Cornerstone Theater Company
- Formation: 1986
- Type: Theatre group
- Location: Los Angeles;
- Artistic director: Sunder Ganglani
- Website: https://cornerstonetheater.org

= Cornerstone Theater Company =

Non-profit organization in the US

Cornerstone Theater Company is a theater company based in the United States that specializes in community-based collaboration. According to the mission statement published on the company's website, "Cornerstone Theater Company is a multi-ethnic, ensemble-based theater company. We commission and produce new plays, both original works and contemporary adaptations of classics, which combine the artistry of professional and community collaborators. By making theater with and for people of many ages, cultures and levels of theatrical experience, Cornerstone builds bridges between and within diverse communities in our home city of Los Angeles and nationwide."

Typically, Cornerstone artists take up residence in the community they will be working with to develop a script for production. Using members of the community, Cornerstone creates a performance company, mixing the professional Cornerstone ensemble with local talent. The resulting plays are often adaptations of classics, but they are informed by and attempt to address local concerns. These plays are often organized into "Cycles" which include several related communities. For example, Cornerstone's Faith Based cycles included plays created with members of the Jewish community, Catholics, Muslims, and so on.

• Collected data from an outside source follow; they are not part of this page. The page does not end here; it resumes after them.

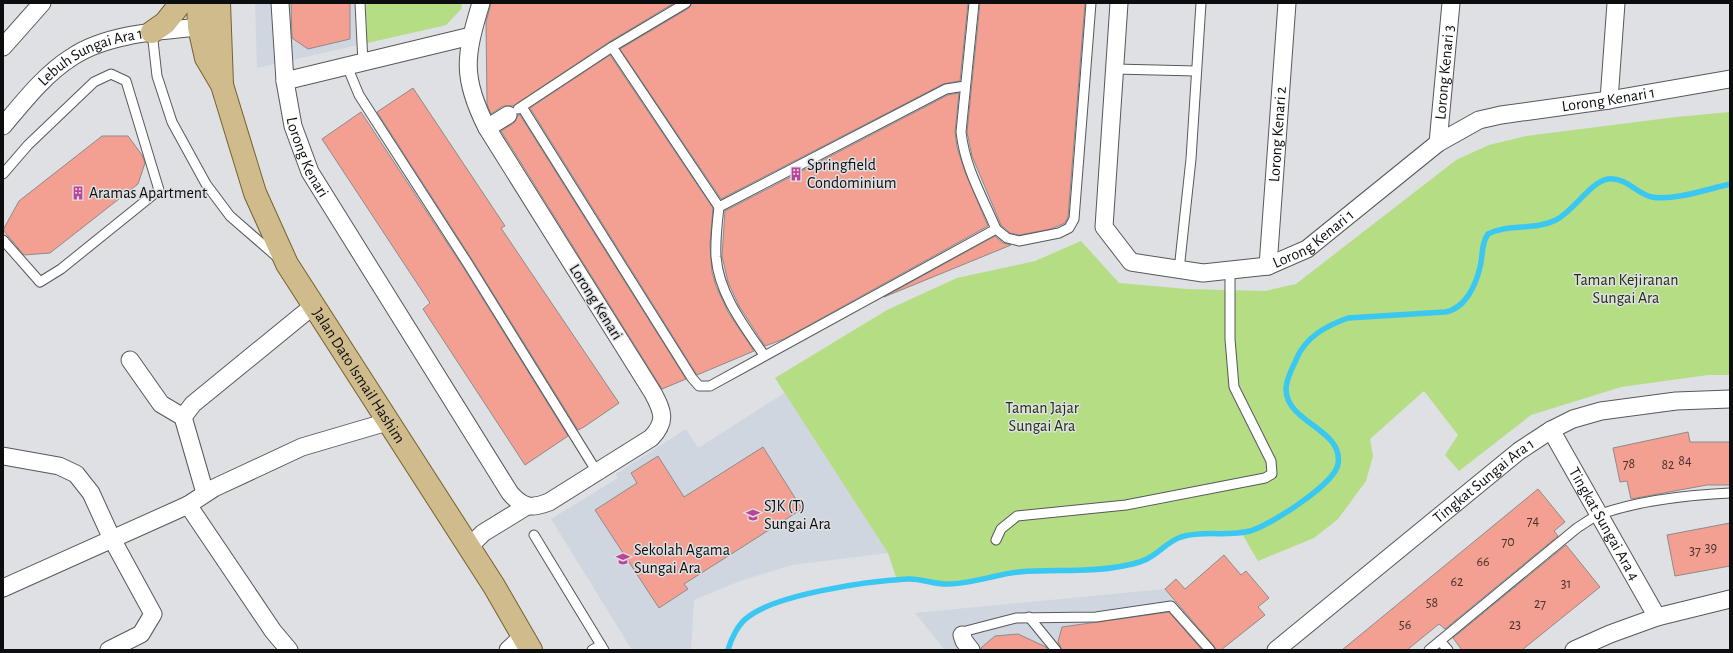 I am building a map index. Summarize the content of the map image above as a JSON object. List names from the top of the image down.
{
  "streets": {
    "main road": ["Jalan Dato Ismail Hashim"],
    "street": [
      "Lebuh Sungai Ara 1",
      "Lorong Kenari 3",
      "Lorong Kenari 1",
      "Lorong Kenari 2",
      "Lorong Kenari",
      "Tingkat Sungai Ara 1",
      "Tingkat Sungai Ara 4"
    ]
  },
  "crossings": [
    ["Lebuh Sungai Ara 1", "Jalan Dato Ismail Hashim"],
    ["Lorong Kenari 3", "Lorong Kenari 1"],
    ["Lorong Kenari 1", "Lorong Kenari 2"],
    ["Lorong Kenari", "Jalan Dato Ismail Hashim"],
    ["Tingkat Sungai Ara 1", "Tingkat Sungai Ara 4"]
  ],
  "parks": ["Taman Kejiranan Sungai Ara", "Taman Jajar Sungai Ara"],
  "places": {
    "building": ["Springfield Condominium", "Aramas Apartment"],
    "school or university": ["SJK (T) Sungai Ara", "Sekolah Agama Sungai Ara"]
  },
  "house_numbers": [
    "84",
    "78",
    "82",
    "74",
    "70",
    "39",
    "37",
    "66",
    "62",
    "31",
    "58",
    "27",
    "56",
    "23"
  ]
}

This artistic strategy is specifically aimed at developing and serving new audiences, and yields a collaborative theater form that blends professional actors, playwrights and stage designers with artists and actors who are in some way telling their own stories, or the stories of their community.

== Origins ==
Cornerstone was founded by director Bill Rauch and playwright Alison Carey in 1986. The impulse behind the group, according to Carey, was to create theater for audiences that they otherwise would never come in contact with.

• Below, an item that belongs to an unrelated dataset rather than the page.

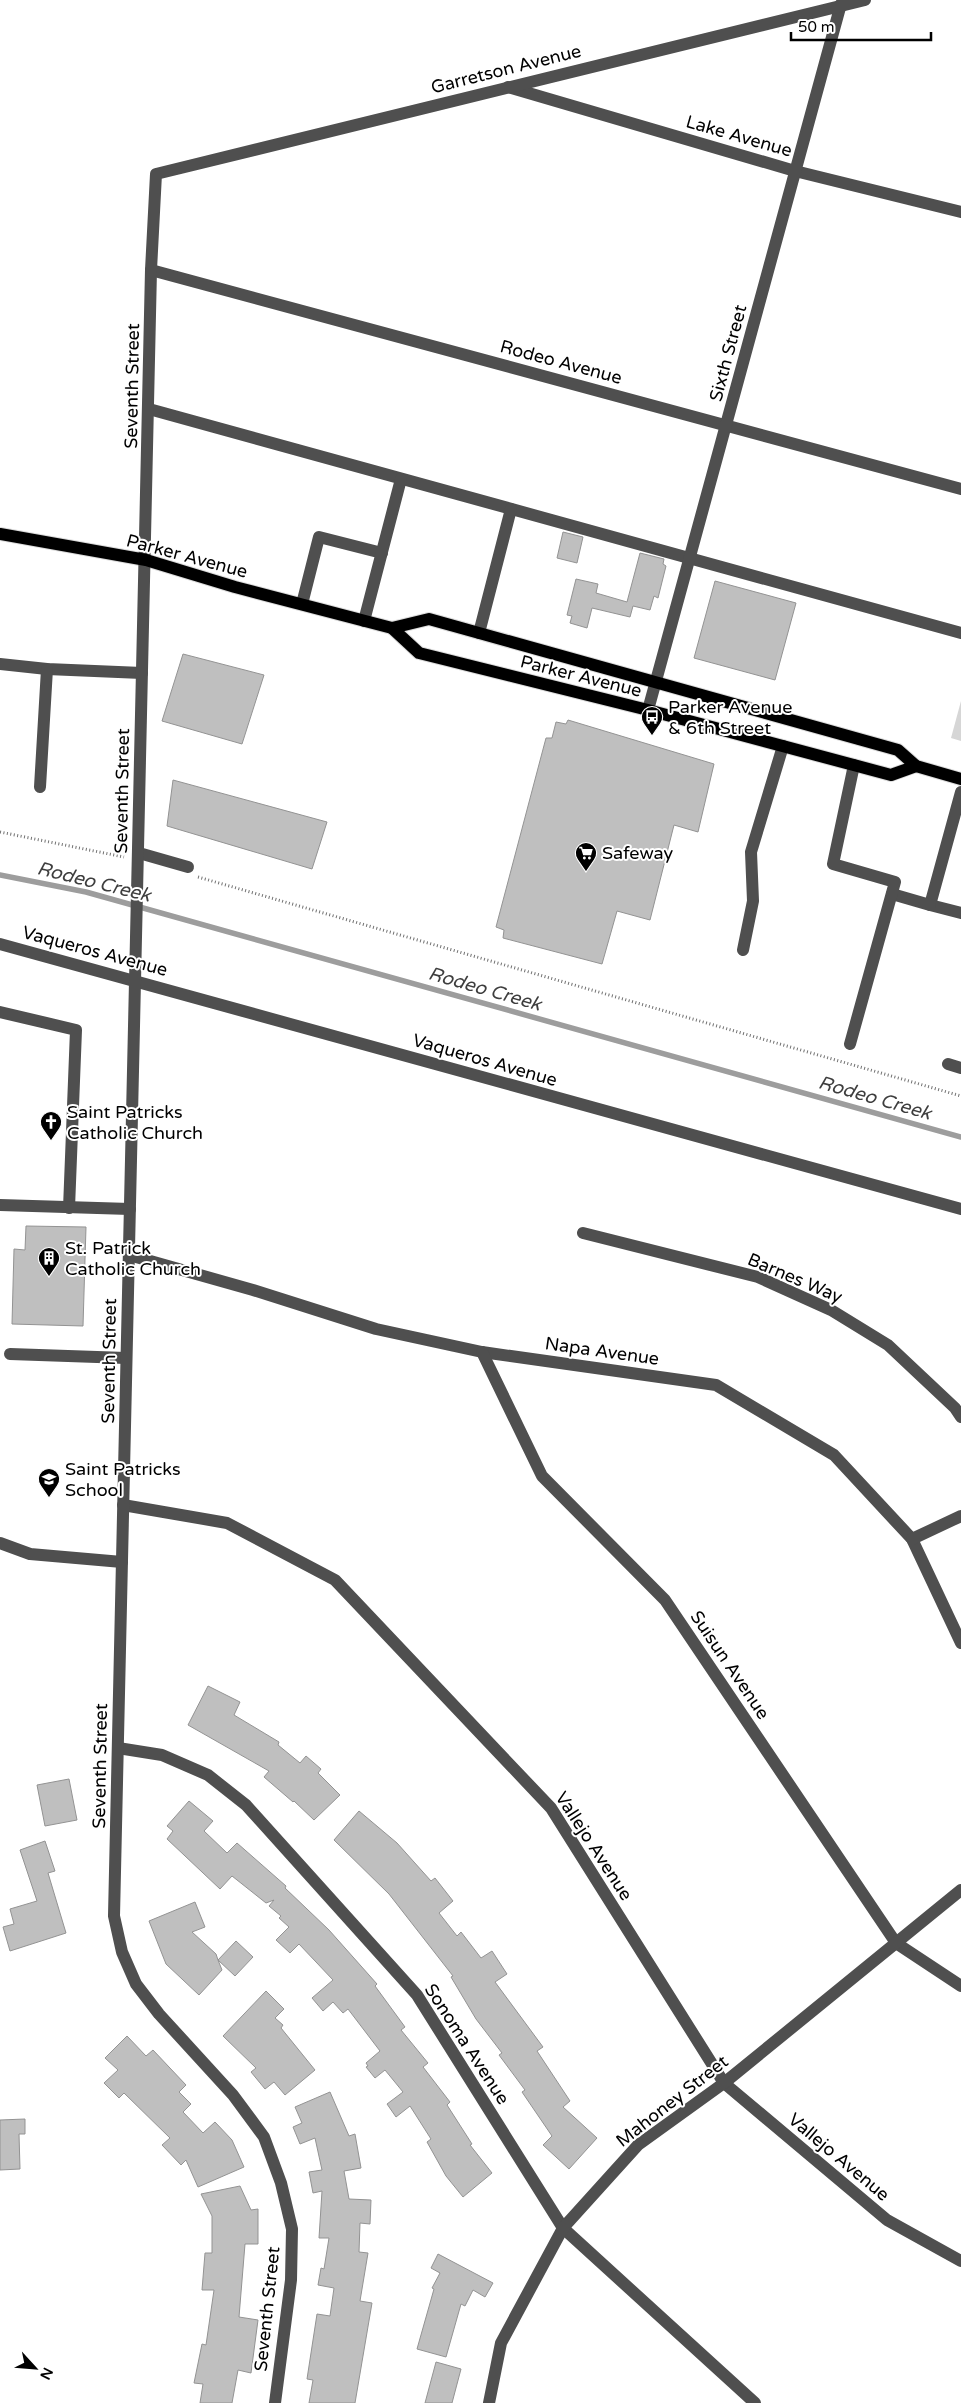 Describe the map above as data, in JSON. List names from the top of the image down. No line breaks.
{"streets":{"main road":["Parker Avenue"],"street":["Garretson Avenue","Lake Avenue","Sixth Street","Rodeo Avenue","Seventh Street","Vaqueros Avenue","Barnes Way","Napa Avenue","Suisun Avenue","Vallejo Avenue","Sonoma Avenue","Mahoney Street"]},"crossings":[["Garretson Avenue","Lake Avenue"],["Garretson Avenue","Sixth Street"],["Garretson Avenue","Seventh Street"],["Lake Avenue","Sixth Street"],["Sixth Street","Rodeo Avenue"],["Sixth Street","Parker Avenue"],["Rodeo Avenue","Seventh Street"],["Seventh Street","Parker Avenue"],["Seventh Street","Vaqueros Avenue"],["Seventh Street","Napa Avenue"],["Seventh Street","Vallejo Avenue"],["Seventh Street","Sonoma Avenue"],["Napa Avenue","Suisun Avenue"],["Suisun Avenue","Mahoney Street"],["Vallejo Avenue","Mahoney Street"],["Sonoma Avenue","Mahoney Street"]],"water":["Rodeo Creek"],"places":{"bus stop":["Parker Avenue & 6th Street"],"supermarket":["Safeway"],"church":["Saint Patricks Catholic Church"],"building":["St. Patrick Catholic Church"],"school or university":["Saint Patricks School"]},"scale_bar":"50 m","north":"bottom right"}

Gathering a group of theater artists they had worked with while students at Harvard University, Rauch, Carey and their fellow artists picked a destination for their theatrical experiment that none of them had ever visited before: Marmarth, North Dakota. There they performed the Old West Shakespearean adaptation Marmarth Hamlet. For the next five years they traveled to small towns in America, including Port Gibson, Mississippi; Norcatur, Kansas; Dinwiddie, Virginia; and many others, creating theater with the local inhabitants.

== Los Angeles ==
In 1992 the company decided to settle in a city that would allow them access to a wider variety of communities to collaborate with. Since then, the company has expanded its definition of "community". Initially only defined geographically, the company's collaborations have incorporated religious communities, workplace communities, and age-based communities. For the company's 10th anniversary in 1996, the "community" was defined as "people whose birth date is the same as that of the company".

While the company normally spends weeks to months preparing for performances, the idea of "rapid response theater" had been suggested since the 1992 Los Angeles riots, which occurred shortly after the troupe's relocation to the city. In April 2006, Michael John Garcés replaced Bill Rauch as artistic director. Rauch moved to the Oregon Shakespeare Festival. On June 14 of the same year, Garcés put the "rapid response theater" concept into action with staged readings from John Steinbeck's Grapes of Wrath in protest of the eviction of the South Central Farmers from a privately held plot of land that had been used as a community garden.

Starting in the Spring of 2007, Cornerstone began a new cycle of plays concerning the topic of Justice. 2007's Los Illegals concerned the presence of undocumented workers in America, and 2008's Someday focused on reproductive rights in an era when technology makes new interventions and treatments possible. The Justice Cycle will continue through 2009 with three more productions.

In 2018, Cornerstone Theater let go of its space in the downtown Los Angeles Arts District. “We will be carefully considering what and where we want our next physical home to be—what makes sense for a unique organization like ours?” Garcés and Wanlass said in a statement.

== Bridge shows ==
Another unique facet of Cornerstone is the production of the "Bridge show", a production which links two or more communities together by combining their members into a new show that then performs in each of those communities.

At the end of the company's initial rural residencies, Cornerstone and its community partners produced The Winter's Tale: An Interstate Adventure. This musical adaptation of Shakespeare with a cast and crew of 50 from all 12 previous residency communities toured 10,000 miles, culminating Cornerstone's national touring phase.

== Cornerstone Institute ==
Cornerstone Theater Company also operates the educational Cornerstone Institute, which offers theater artists hands-on training in community-based theater. Programs offered include a summer residency, a two-day intensive course, and a semester-long traveling program mentored by Cornerstone staffers.